Exercise => The entries are to be repeated verbatim, with nothing left out.

(Stored data)

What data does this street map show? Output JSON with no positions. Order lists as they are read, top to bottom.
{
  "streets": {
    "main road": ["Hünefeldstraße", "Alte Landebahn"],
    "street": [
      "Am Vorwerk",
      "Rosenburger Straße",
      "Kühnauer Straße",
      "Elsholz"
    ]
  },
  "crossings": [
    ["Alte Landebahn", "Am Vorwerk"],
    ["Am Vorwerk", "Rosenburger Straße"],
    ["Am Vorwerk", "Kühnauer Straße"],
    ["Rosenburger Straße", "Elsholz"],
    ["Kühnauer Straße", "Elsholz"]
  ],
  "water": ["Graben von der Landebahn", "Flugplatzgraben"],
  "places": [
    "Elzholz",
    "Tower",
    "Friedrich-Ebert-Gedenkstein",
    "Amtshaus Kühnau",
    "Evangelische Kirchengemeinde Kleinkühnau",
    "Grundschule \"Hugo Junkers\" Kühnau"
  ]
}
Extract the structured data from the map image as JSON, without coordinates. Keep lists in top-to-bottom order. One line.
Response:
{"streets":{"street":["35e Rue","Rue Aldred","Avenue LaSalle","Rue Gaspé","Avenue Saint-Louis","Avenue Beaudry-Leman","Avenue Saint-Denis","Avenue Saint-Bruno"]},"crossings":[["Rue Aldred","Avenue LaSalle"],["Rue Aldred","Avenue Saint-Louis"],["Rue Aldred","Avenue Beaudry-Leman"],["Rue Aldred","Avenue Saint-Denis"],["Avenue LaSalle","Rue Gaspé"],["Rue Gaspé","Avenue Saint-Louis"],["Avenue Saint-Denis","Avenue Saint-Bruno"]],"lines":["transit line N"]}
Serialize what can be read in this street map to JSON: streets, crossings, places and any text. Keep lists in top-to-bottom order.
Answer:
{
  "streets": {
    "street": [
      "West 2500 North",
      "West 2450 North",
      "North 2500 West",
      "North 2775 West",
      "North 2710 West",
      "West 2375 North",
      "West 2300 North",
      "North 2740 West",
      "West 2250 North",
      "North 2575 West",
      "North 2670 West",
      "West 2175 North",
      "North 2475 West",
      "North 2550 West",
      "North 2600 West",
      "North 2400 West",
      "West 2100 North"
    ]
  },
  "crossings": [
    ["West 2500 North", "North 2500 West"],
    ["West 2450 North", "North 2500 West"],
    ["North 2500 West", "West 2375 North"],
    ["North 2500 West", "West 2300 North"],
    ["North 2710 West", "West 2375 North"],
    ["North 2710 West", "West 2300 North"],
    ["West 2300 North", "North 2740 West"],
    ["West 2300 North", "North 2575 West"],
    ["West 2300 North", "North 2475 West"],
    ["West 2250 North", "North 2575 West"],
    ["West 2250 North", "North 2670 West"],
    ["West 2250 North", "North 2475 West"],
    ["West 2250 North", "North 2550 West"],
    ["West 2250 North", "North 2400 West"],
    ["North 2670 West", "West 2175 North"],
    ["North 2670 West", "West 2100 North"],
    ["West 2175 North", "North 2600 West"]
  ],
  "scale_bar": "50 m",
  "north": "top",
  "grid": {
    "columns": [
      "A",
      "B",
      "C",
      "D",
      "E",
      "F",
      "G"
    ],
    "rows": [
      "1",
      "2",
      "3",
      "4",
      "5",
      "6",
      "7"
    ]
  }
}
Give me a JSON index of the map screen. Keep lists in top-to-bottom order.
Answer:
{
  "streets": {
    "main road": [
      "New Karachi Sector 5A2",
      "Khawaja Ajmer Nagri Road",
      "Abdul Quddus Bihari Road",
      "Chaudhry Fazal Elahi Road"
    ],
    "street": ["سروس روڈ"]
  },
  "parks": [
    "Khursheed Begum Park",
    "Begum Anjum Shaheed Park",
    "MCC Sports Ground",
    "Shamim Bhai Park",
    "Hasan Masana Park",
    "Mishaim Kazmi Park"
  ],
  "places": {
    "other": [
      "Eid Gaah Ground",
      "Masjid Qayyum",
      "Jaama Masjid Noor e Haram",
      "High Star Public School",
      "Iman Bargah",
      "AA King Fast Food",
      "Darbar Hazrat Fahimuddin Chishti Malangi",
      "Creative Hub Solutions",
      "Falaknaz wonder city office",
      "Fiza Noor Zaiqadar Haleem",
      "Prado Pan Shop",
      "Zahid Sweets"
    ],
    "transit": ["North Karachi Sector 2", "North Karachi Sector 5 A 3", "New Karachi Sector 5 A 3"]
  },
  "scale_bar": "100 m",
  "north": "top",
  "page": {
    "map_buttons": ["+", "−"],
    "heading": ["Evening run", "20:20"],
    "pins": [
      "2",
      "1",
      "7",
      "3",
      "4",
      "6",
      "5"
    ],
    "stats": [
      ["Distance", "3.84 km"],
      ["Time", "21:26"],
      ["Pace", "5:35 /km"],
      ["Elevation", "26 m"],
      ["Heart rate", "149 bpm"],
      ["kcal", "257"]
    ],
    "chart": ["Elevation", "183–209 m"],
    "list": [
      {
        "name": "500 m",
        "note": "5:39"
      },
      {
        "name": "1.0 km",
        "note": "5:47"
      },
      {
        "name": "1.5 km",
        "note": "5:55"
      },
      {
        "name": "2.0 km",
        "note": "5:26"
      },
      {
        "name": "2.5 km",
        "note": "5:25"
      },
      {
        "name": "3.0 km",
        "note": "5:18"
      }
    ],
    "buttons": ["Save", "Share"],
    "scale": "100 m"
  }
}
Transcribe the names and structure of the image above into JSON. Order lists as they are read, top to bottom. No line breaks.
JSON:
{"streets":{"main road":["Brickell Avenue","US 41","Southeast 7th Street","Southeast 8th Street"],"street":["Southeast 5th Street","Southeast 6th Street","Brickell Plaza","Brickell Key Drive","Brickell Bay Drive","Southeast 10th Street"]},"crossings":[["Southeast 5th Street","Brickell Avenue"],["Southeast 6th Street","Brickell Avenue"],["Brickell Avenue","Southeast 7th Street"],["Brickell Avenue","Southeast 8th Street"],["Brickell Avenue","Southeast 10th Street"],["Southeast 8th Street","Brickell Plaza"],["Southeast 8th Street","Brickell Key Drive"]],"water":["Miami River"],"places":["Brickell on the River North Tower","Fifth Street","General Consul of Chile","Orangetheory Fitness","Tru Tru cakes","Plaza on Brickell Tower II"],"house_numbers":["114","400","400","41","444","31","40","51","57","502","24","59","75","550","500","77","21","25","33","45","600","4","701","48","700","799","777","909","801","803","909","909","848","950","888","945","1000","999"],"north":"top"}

Response area =>
What data does this street map show? Output JSON with no positions. Order lists as they are read, top to bottom.
{
  "streets": {
    "main road": ["Hünefeldstraße", "Alte Landebahn"],
    "street": [
      "Am Vorwerk",
      "Rosenburger Straße",
      "Kühnauer Straße",
      "Elsholz"
    ]
  },
  "crossings": [
    ["Alte Landebahn", "Am Vorwerk"],
    ["Am Vorwerk", "Rosenburger Straße"],
    ["Am Vorwerk", "Kühnauer Straße"],
    ["Rosenburger Straße", "Elsholz"],
    ["Kühnauer Straße", "Elsholz"]
  ],
  "water": ["Graben von der Landebahn", "Flugplatzgraben"],
  "places": [
    "Elzholz",
    "Tower",
    "Friedrich-Ebert-Gedenkstein",
    "Amtshaus Kühnau",
    "Evangelische Kirchengemeinde Kleinkühnau",
    "Grundschule \"Hugo Junkers\" Kühnau"
  ]
}
Extract the structured data from the map image as JSON, without coordinates. Keep lists in top-to-bottom order. One line.
Response:
{"streets":{"street":["35e Rue","Rue Aldred","Avenue LaSalle","Rue Gaspé","Avenue Saint-Louis","Avenue Beaudry-Leman","Avenue Saint-Denis","Avenue Saint-Bruno"]},"crossings":[["Rue Aldred","Avenue LaSalle"],["Rue Aldred","Avenue Saint-Louis"],["Rue Aldred","Avenue Beaudry-Leman"],["Rue Aldred","Avenue Saint-Denis"],["Avenue LaSalle","Rue Gaspé"],["Rue Gaspé","Avenue Saint-Louis"],["Avenue Saint-Denis","Avenue Saint-Bruno"]],"lines":["transit line N"]}
Serialize what can be read in this street map to JSON: streets, crossings, places and any text. Keep lists in top-to-bottom order.
Answer:
{
  "streets": {
    "street": [
      "West 2500 North",
      "West 2450 North",
      "North 2500 West",
      "North 2775 West",
      "North 2710 West",
      "West 2375 North",
      "West 2300 North",
      "North 2740 West",
      "West 2250 North",
      "North 2575 West",
      "North 2670 West",
      "West 2175 North",
      "North 2475 West",
      "North 2550 West",
      "North 2600 West",
      "North 2400 West",
      "West 2100 North"
    ]
  },
  "crossings": [
    ["West 2500 North", "North 2500 West"],
    ["West 2450 North", "North 2500 West"],
    ["North 2500 West", "West 2375 North"],
    ["North 2500 West", "West 2300 North"],
    ["North 2710 West", "West 2375 North"],
    ["North 2710 West", "West 2300 North"],
    ["West 2300 North", "North 2740 West"],
    ["West 2300 North", "North 2575 West"],
    ["West 2300 North", "North 2475 West"],
    ["West 2250 North", "North 2575 West"],
    ["West 2250 North", "North 2670 West"],
    ["West 2250 North", "North 2475 West"],
    ["West 2250 North", "North 2550 West"],
    ["West 2250 North", "North 2400 West"],
    ["North 2670 West", "West 2175 North"],
    ["North 2670 West", "West 2100 North"],
    ["West 2175 North", "North 2600 West"]
  ],
  "scale_bar": "50 m",
  "north": "top",
  "grid": {
    "columns": [
      "A",
      "B",
      "C",
      "D",
      "E",
      "F",
      "G"
    ],
    "rows": [
      "1",
      "2",
      "3",
      "4",
      "5",
      "6",
      "7"
    ]
  }
}
Give me a JSON index of the map screen. Keep lists in top-to-bottom order.
Answer:
{
  "streets": {
    "main road": [
      "New Karachi Sector 5A2",
      "Khawaja Ajmer Nagri Road",
      "Abdul Quddus Bihari Road",
      "Chaudhry Fazal Elahi Road"
    ],
    "street": ["سروس روڈ"]
  },
  "parks": [
    "Khursheed Begum Park",
    "Begum Anjum Shaheed Park",
    "MCC Sports Ground",
    "Shamim Bhai Park",
    "Hasan Masana Park",
    "Mishaim Kazmi Park"
  ],
  "places": {
    "other": [
      "Eid Gaah Ground",
      "Masjid Qayyum",
      "Jaama Masjid Noor e Haram",
      "High Star Public School",
      "Iman Bargah",
      "AA King Fast Food",
      "Darbar Hazrat Fahimuddin Chishti Malangi",
      "Creative Hub Solutions",
      "Falaknaz wonder city office",
      "Fiza Noor Zaiqadar Haleem",
      "Prado Pan Shop",
      "Zahid Sweets"
    ],
    "transit": ["North Karachi Sector 2", "North Karachi Sector 5 A 3", "New Karachi Sector 5 A 3"]
  },
  "scale_bar": "100 m",
  "north": "top",
  "page": {
    "map_buttons": ["+", "−"],
    "heading": ["Evening run", "20:20"],
    "pins": [
      "2",
      "1",
      "7",
      "3",
      "4",
      "6",
      "5"
    ],
    "stats": [
      ["Distance", "3.84 km"],
      ["Time", "21:26"],
      ["Pace", "5:35 /km"],
      ["Elevation", "26 m"],
      ["Heart rate", "149 bpm"],
      ["kcal", "257"]
    ],
    "chart": ["Elevation", "183–209 m"],
    "list": [
      {
        "name": "500 m",
        "note": "5:39"
      },
      {
        "name": "1.0 km",
        "note": "5:47"
      },
      {
        "name": "1.5 km",
        "note": "5:55"
      },
      {
        "name": "2.0 km",
        "note": "5:26"
      },
      {
        "name": "2.5 km",
        "note": "5:25"
      },
      {
        "name": "3.0 km",
        "note": "5:18"
      }
    ],
    "buttons": ["Save", "Share"],
    "scale": "100 m"
  }
}
Transcribe the names and structure of the image above into JSON. Order lists as they are read, top to bottom. No line breaks.
JSON:
{"streets":{"main road":["Brickell Avenue","US 41","Southeast 7th Street","Southeast 8th Street"],"street":["Southeast 5th Street","Southeast 6th Street","Brickell Plaza","Brickell Key Drive","Brickell Bay Drive","Southeast 10th Street"]},"crossings":[["Southeast 5th Street","Brickell Avenue"],["Southeast 6th Street","Brickell Avenue"],["Brickell Avenue","Southeast 7th Street"],["Brickell Avenue","Southeast 8th Street"],["Brickell Avenue","Southeast 10th Street"],["Southeast 8th Street","Brickell Plaza"],["Southeast 8th Street","Brickell Key Drive"]],"water":["Miami River"],"places":["Brickell on the River North Tower","Fifth Street","General Consul of Chile","Orangetheory Fitness","Tru Tru cakes","Plaza on Brickell Tower II"],"house_numbers":["114","400","400","41","444","31","40","51","57","502","24","59","75","550","500","77","21","25","33","45","600","4","701","48","700","799","777","909","801","803","909","909","848","950","888","945","1000","999"],"north":"top"}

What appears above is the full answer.